A moment later, the other leg emerged, advancing still without touching the floor.
It was equally cracked, equally burning, as if that entire body had been baked inside a volcano and now walked among the remains of its own eruption.
The gap burned with the creature's mere presence. The air around it trembled, distorting the shadows, and a harsh smell of burnt mineral began to spread, forcing him to hold his breath.
The officer narrowed his eyes behind the translucent green rectangle that stood like a wall between him and the creature.
He took a deep breath, trying to maintain his rhythm, but the air itself burned: the heat was unbearable, and sweat streamed in rivers down his forehead, his temples, disappearing into his soaked neck under the uniform.
The officer gritted his teeth.

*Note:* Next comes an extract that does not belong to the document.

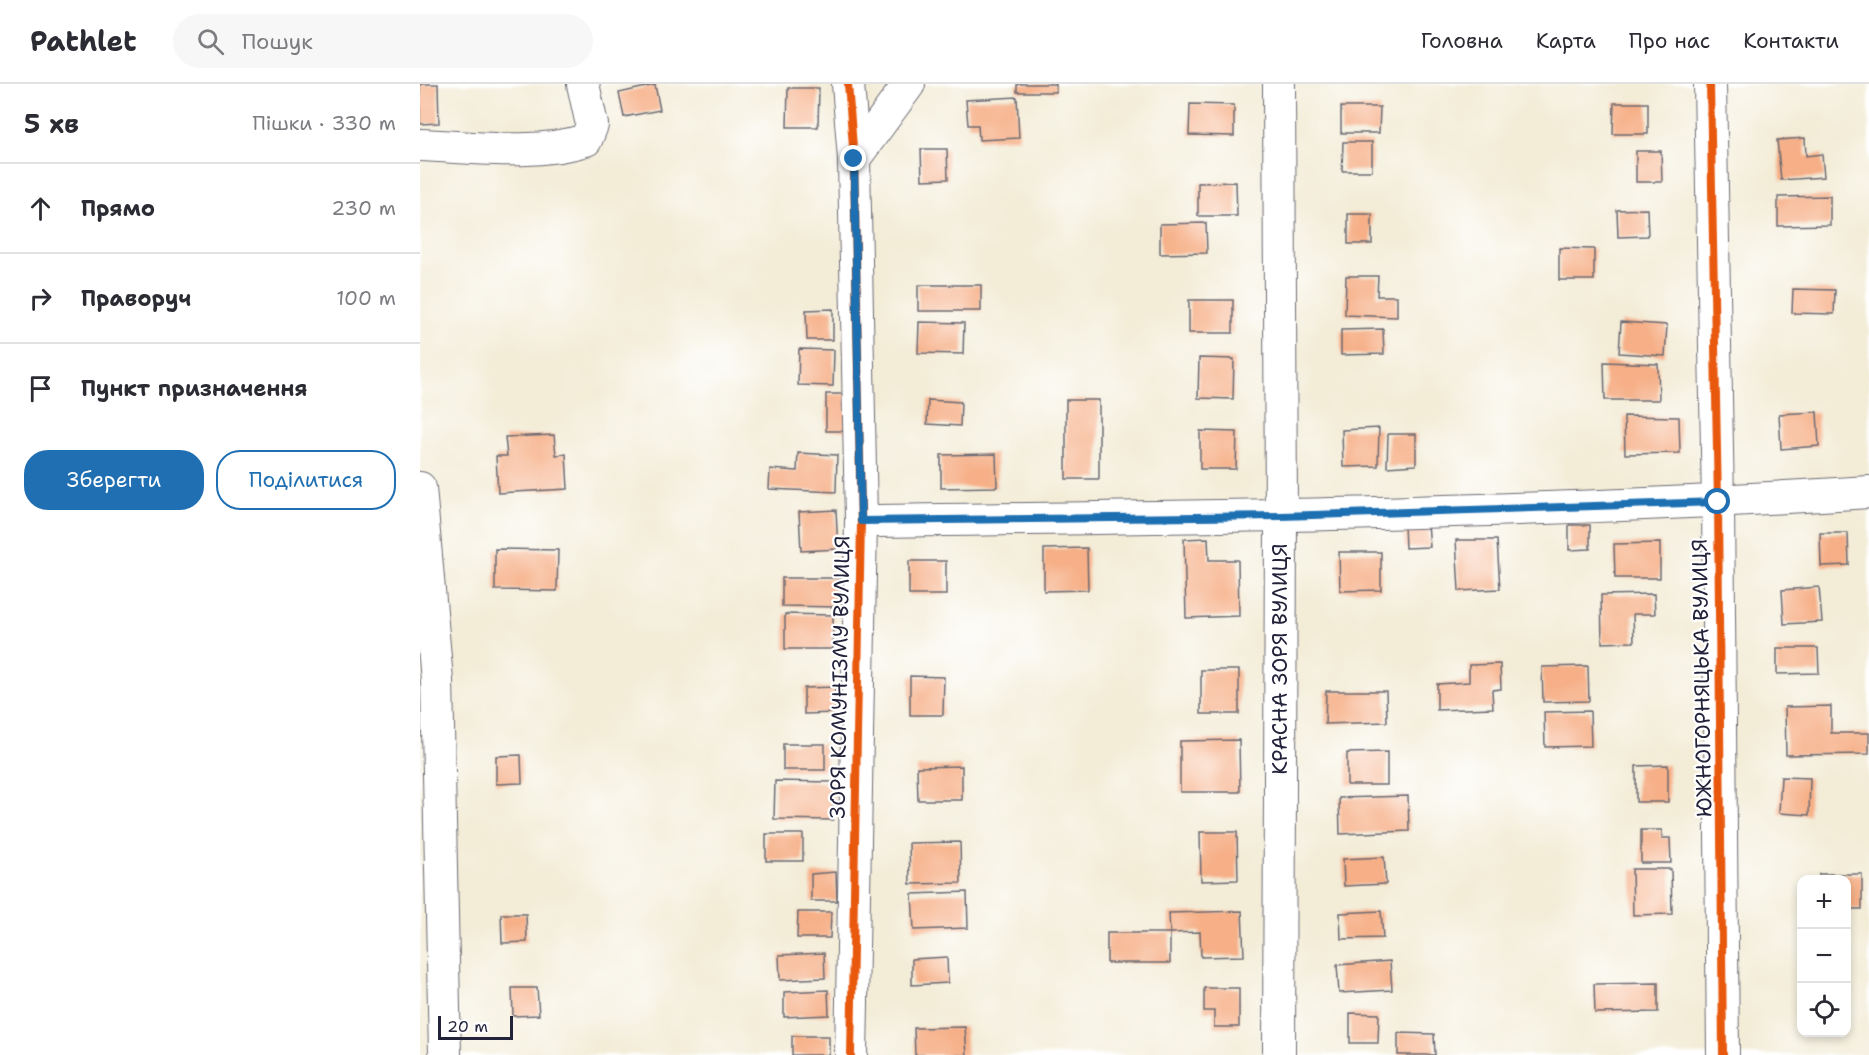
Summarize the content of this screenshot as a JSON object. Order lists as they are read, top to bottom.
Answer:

He raised his hands a little higher, fingers rigid with tension over the green wall he had created, and the rectangle responded: from its edges, two new plates of energy began to detach, also translucent, which slid forward until they locked with the first.
The impact of the assembly rumbled in the air with a dull burst, like glass hitting glass, and immediately the wall tripled in thickness.
The pressure redoubled. Sweat blurred his vision, but he didn't blink.
Step.
FWHOOOOSH!
A new wave of fire erupted, as if the creature had opened a fissure in the very heart of hell. The flare spread in a wide, voracious arc, sweeping through the hall with a violence that left no gaps.
The flames scoured the place, ravaging the remains of splintered furniture, overturned tables, chairs still lying in pieces.
The debris, dried by the previous fire wave, ignited immediately in an explosion of embers. The heavy curtains on the windows lit up like vertical torches; the central carpet burned in seconds, spreading a flaming path that climbed the columns.
The high ceiling returned the fire's roars like a multiplied echo. The heat bounced off the walls and descended in suffocating waves, turning the air into another enemy.
Everything burned until it lost form, until one could no longer distinguish what had been a table, what had been a chair, what part was wall or what part was floor.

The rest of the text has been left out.